Un incendio de grandes proporciones se desató en horas de la tarde de este viernes 1 de agosto en una edificación situada en la intersección de las calles 17 y B, en el barrio del Vedado, municipio Plaza de la Revolución, La Habana.
Las llamas fueron visibles desde varios puntos de la capital cubana, provocando alarma entre los residentes. Hasta el momento, no se ha emitido un parte oficial por parte de las autoridades sobre las causas del fuego ni sobre la magnitud de los daños materiales. Tampoco se ha confirmado si el inmueble afectado estaba habitado, era propiedad estatal o permanecía desocupado.
Imágenes compartidas en redes sociales muestran cómo el fuego consume parte de la estructura. Un video difundido por la usuaria Yeny Casanueva revela la intensidad del siniestro en sus primeros momentos, sin que se observen aún las unidades de bomberos en acción.
Sin embargo, el testimonio de una usuaria recogido en la publicación de Reporte Cuba Ya indica que la respuesta de los servicios de emergencia fue rápida. Una vecina, identificada como residente de 17 y C, afirmó que tres comandos del Cuerpo de Bomberos el 1, el 8 y el 19 llegaron rápidamente al lugar.

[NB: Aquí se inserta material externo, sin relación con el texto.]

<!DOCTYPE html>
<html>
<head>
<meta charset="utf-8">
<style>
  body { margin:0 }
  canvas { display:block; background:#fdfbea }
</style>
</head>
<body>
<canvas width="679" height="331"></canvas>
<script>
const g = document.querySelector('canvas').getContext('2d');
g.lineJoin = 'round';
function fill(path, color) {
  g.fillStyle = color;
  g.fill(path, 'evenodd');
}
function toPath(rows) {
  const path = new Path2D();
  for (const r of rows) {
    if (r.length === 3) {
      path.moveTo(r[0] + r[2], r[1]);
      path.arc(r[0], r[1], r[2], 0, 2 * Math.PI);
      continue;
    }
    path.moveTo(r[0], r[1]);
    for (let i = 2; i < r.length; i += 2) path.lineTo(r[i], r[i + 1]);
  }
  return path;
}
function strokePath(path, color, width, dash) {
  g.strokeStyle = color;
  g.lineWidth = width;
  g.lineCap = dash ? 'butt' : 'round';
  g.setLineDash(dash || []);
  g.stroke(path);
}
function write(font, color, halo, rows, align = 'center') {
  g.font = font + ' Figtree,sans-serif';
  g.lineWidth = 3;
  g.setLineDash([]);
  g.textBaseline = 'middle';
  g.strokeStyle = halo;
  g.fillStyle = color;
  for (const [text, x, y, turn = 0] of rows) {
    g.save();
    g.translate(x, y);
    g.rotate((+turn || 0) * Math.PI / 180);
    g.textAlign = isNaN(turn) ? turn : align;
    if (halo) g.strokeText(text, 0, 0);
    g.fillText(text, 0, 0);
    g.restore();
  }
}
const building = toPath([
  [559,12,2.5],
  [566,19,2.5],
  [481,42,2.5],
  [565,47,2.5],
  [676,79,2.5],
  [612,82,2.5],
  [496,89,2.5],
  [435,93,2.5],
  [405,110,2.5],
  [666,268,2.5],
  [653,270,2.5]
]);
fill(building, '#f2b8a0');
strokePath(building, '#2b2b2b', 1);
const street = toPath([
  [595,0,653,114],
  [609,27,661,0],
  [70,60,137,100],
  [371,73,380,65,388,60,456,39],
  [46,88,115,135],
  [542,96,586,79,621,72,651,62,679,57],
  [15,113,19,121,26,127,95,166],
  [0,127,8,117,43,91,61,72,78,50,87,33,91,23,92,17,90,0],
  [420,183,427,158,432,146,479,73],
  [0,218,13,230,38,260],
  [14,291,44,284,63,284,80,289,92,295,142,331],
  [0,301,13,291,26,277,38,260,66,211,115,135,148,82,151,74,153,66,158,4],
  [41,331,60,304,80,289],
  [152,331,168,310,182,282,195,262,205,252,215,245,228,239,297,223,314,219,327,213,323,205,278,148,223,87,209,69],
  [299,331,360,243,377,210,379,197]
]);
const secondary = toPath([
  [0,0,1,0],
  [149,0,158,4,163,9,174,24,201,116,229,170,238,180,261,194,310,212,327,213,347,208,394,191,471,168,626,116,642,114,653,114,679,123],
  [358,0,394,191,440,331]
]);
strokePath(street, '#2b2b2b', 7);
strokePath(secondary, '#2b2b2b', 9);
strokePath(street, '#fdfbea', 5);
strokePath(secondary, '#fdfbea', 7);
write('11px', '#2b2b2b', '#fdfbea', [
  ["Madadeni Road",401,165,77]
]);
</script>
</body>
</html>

Según esta testigo, el incendio habría sido provocado por un cortocircuito. Destacó además la actuación del jefe del Comando 19, quien subió hasta el último piso, justo donde se originaba el fuego, para dirigir las labores de extinción desde el foco del siniestro, pese a contar con poca protección personal.
“No se sabe en qué momento subió, pero fue muy rápido. Dio órdenes desde arriba, justo al lado del fuego. Gracias a Dios, nadie salió herido”, escribió la vecina en los comentarios del video.
Mientras se espera una versión oficial que esclarezca las causas del siniestro, los residentes reclaman mayor transparencia en el manejo de estas situaciones. También piden acciones urgentes que mitiguen el riesgo de nuevos incendios, especialmente en zonas donde predominan estructuras envejecidas.
El incidente vuelve a poner en evidencia los desafíos estructurales y de seguridad que enfrenta el parque inmobiliario de La Habana, en un contexto de crisis económica y escasez de recursos para la conservación urbana.